▶ **WHAT TO WORK ON**: What lines in the records include the string "center"? Return each one.

▶ **SOURCE INFORMATION**:
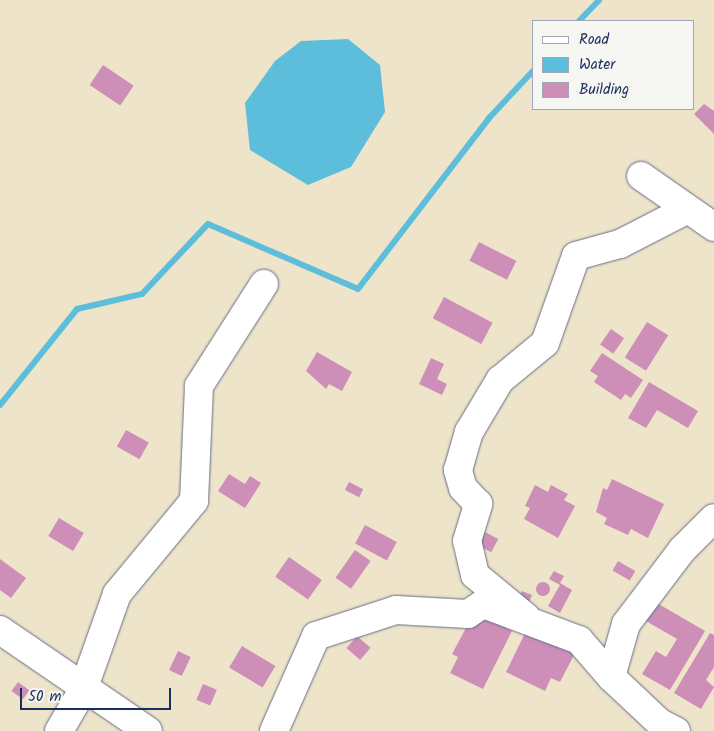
<!DOCTYPE html>
<style>
body{margin:0}
#map{position:relative;width:714px;height:731px;overflow:hidden;background:#eee4ca;font-family:Kalam,sans-serif}
div>[style]{position:absolute}
.water>*{inset:0;background:#5dbedb}
.stream>*{height:6px;margin:-3px;padding:0 3px;transform-origin:3px;border-radius:3px;background:#5dbedb}
.building>*{inset:0;background:#cd8fb8;transform-origin:0 0}
.round{border-radius:50%}
.roads{filter:drop-shadow(0 0 1px #656e84) drop-shadow(0 0 1px #656e84)}
.minor>*{height:28px;margin:-14px;padding:0 14px;transform-origin:14px;border-radius:14px;background:#fff}
span{translate:-50% -50%;white-space:nowrap;text-align:center;line-height:1.15;-webkit-text-stroke:4.5px #f6f6f2;paint-order:stroke}
.legend{position:absolute;left:532px;top:20px;width:162px;height:90px;box-sizing:border-box;background:#f6f6f2;border:1px solid #9ea6b7;margin:0;padding:6px 9px;list-style:none;font-size:15px;color:#1b2f5e}
.legend li{display:flex;align-items:center;gap:10px;height:25px}
.legend b{width:25px;border:1px solid #9ea6b7}
.scale{position:absolute;left:20px;top:688px;width:151px;height:22px;box-sizing:border-box;border:2px solid #1b2f5e;border-top:0;padding-left:6px;font-size:15px;line-height:18px;white-space:nowrap;color:#1b2f5e;-webkit-text-stroke:4px #f6f6f2;paint-order:stroke}
</style>
<div id="map">
<div class="water">
<div style="clip-path:polygon(348px 39px,380px 65px,385px 112px,351px 167px,308px 185px,250px 150px,245px 103px,275px 61px,301px 41px)"></div>
</div>
<div class="stream">
<div style="left:579px;top:21px;width:29px;rotate:-46deg"></div>
<div style="left:0;top:405px;width:123px;rotate:-51.3deg"></div>
<div style="left:77px;top:309px;width:67px;rotate:-13deg"></div>
<div style="left:142px;top:294px;width:96px;rotate:-46.7deg"></div>
<div style="left:208px;top:224px;width:163px;rotate:23.4deg"></div>
<div style="left:358px;top:289px;width:215px;rotate:-52.5deg"></div>
<div style="left:489px;top:118px;width:64px;rotate:-46.9deg"></div>
</div>
<div class="building">
<div style="left:103px;top:65px;width:37px;height:24px;rotate:34deg"></div>
<div style="clip-path:polygon(704px 104px,714px 111px,714px 134px,694px 114px)"></div>
<div style="left:479px;top:242px;width:42px;height:21px;rotate:27deg"></div>
<div style="left:444px;top:297px;width:55px;height:24px;rotate:28deg"></div>
<div style="left:647px;top:322px;width:25px;height:42px;rotate:32deg"></div>
<div style="left:611px;top:329px;width:16px;height:19px;rotate:35deg"></div>
<div style="clip-path:polygon(317px 352px,352px 372px,342px 391px,329px 384px,326px 389px,306px 371px)"></div>
<div style="clip-path:polygon(602px 353px,643px 380px,631px 398px,625px 394px,621px 400px,594px 382px,598px 376px,590px 371px)"></div>
<div style="clip-path:polygon(431px 358px,444px 364px,437px 379px,447px 384px,442px 395px,419px 384px)"></div>
<div style="clip-path:polygon(649px 382px,698px 411px,688px 428px,657px 410px,646px 428px,628px 418px)"></div>
<div style="left:126px;top:430px;width:26px;height:19px;rotate:29deg"></div>
<div style="clip-path:polygon(229px 474px,245px 484px,250px 476px,261px 483px,245px 508px,218px 491px)"></div>
<div style="clip-path:polygon(612px 479px,664px 504px,648px 538px,631px 529px,628px 535px,604px 524px,607px 518px,596px 512px,603px 488px,607px 490px)"></div>
<div style="left:349px;top:482px;width:16px;height:9px;rotate:27deg"></div>
<div style="clip-path:polygon(535px 485px,548px 492px,551px 485px,568px 494px,564px 500px,575px 506px,558px 538px,524px 519px,530px 508px,525px 506px)"></div>
<div style="left:59px;top:518px;width:29px;height:21px;rotate:31deg"></div>
<div style="left:365px;top:525px;width:36px;height:21px;rotate:28deg"></div>
<div style="left:485px;top:532px;width:15px;height:15px;rotate:28deg"></div>
<div style="left:355px;top:550px;width:19px;height:34px;rotate:35deg"></div>
<div style="left:289px;top:557px;width:40px;height:24px;rotate:35deg"></div>
<div style="clip-path:polygon(0 559px,26px 578px,11px 598px,0 590px)"></div>
<div style="left:618px;top:561px;width:20px;height:11px;rotate:30deg"></div>
<div style="clip-path:polygon(554px 571px,564px 576px,560px 583px,572px 590px,560px 613px,548px 606px,560px 585px,549px 579px)"></div>
<div class="round" style="left:536px;top:582px;width:14px;height:14px"></div>
<div style="clip-path:polygon(522px 591px,532px 595px,529px 602px,519px 597px)"></div>
<div style="clip-path:polygon(657px 603px,705px 631px,670px 690px,642px 674px,656px 651px,666px 657px,677px 639px,646px 621px)"></div>
<div style="clip-path:polygon(480px 614px,512px 631px,483px 689px,450px 673px,458px 657px,452px 654px,467px 626px,472px 629px)"></div>
<div style="clip-path:polygon(527px 629px,575px 653px,560px 682px,551px 678px,545px 691px,506px 672px)"></div>
<div style="clip-path:polygon(710px 633px,714px 635px,714px 667px,706px 680px,714px 687px,701px 709px,674px 693px)"></div>
<div style="left:357px;top:636px;width:18px;height:16px;rotate:41deg"></div>
<div style="left:242px;top:646px;width:39px;height:25px;rotate:31deg"></div>
<div style="left:178px;top:651px;width:14px;height:21px;rotate:25deg"></div>
<div style="left:18px;top:682px;width:14px;height:11px;rotate:36deg"></div>
<div style="left:203px;top:684px;width:15px;height:17px;rotate:23deg"></div>
</div>
<div class="roads">
<div class="minor">
<div style="left:641px;top:176px;width:89px;rotate:34.9deg"></div>
<div style="left:526px;top:617px;width:66px;rotate:-140.5deg"></div>
<div style="left:475px;top:575px;width:35px;rotate:-103deg"></div>
<div style="left:467px;top:541px;width:39px;rotate:-73deg"></div>
<div style="left:478px;top:504px;width:22px;rotate:-133deg"></div>
<div style="left:463px;top:488px;width:19px;rotate:-106deg"></div>
<div style="left:458px;top:470px;width:40px;rotate:-74deg"></div>
<div style="left:469px;top:432px;width:61px;rotate:-59.2deg"></div>
<div style="left:500px;top:380px;width:58px;rotate:-39.4deg"></div>
<div style="left:545px;top:343px;width:92px;rotate:-70.4deg"></div>
<div style="left:576px;top:256px;width:46px;rotate:-15.3deg"></div>
<div style="left:620px;top:244px;width:76px;rotate:-27.2deg"></div>
<div style="left:0;top:630px;width:179px;rotate:34.3deg"></div>
<div style="left:611px;top:677px;width:55px;rotate:-74.2deg"></div>
<div style="left:626px;top:624px;width:93px;rotate:-52.9deg"></div>
<div style="left:682px;top:550px;width:45px;rotate:-45deg"></div>
<div style="left:59px;top:731px;width:48px;rotate:-59.7deg"></div>
<div style="left:83px;top:690px;width:102px;rotate:-70.5deg"></div>
<div style="left:117px;top:594px;width:121px;rotate:-50.4deg"></div>
<div style="left:194px;top:501px;width:115px;rotate:-87.5deg"></div>
<div style="left:199px;top:386px;width:121px;rotate:-57.5deg"></div>
<div style="left:274px;top:731px;width:104px;rotate:-66.1deg"></div>
<div style="left:316px;top:636px;width:84px;rotate:-18deg"></div>
<div style="left:396px;top:610px;width:72px;rotate:3.2deg"></div>
<div style="left:468px;top:614px;width:18px;rotate:-34deg"></div>
<div style="left:483px;top:604px;width:103px;rotate:20.6deg"></div>
<div style="left:579px;top:640px;width:49px;rotate:49.1deg"></div>
<div style="left:611px;top:677px;width:67px;rotate:43.2deg"></div>
<div style="left:660px;top:723px;width:18px;rotate:27deg"></div>
</div>
</div>
<ul class="legend">
<li><b style="height:6px;background:#fff"></b>Road</li>
<li><b style="height:14px;background:#5dbedb"></b>Water</li>
<li><b style="height:14px;background:#cd8fb8"></b>Building</li>
</ul>
<div class="scale">50 m</div>
</div>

▶ **ANSWER SPACE**:
span{translate:-50% -50%;white-space:nowrap;text-align:center;line-height:1.15;-webkit-text-stroke:4.5px #f6f6f2;paint-order:stroke}
.legend li{display:flex;align-items:center;gap:10px;height:25px}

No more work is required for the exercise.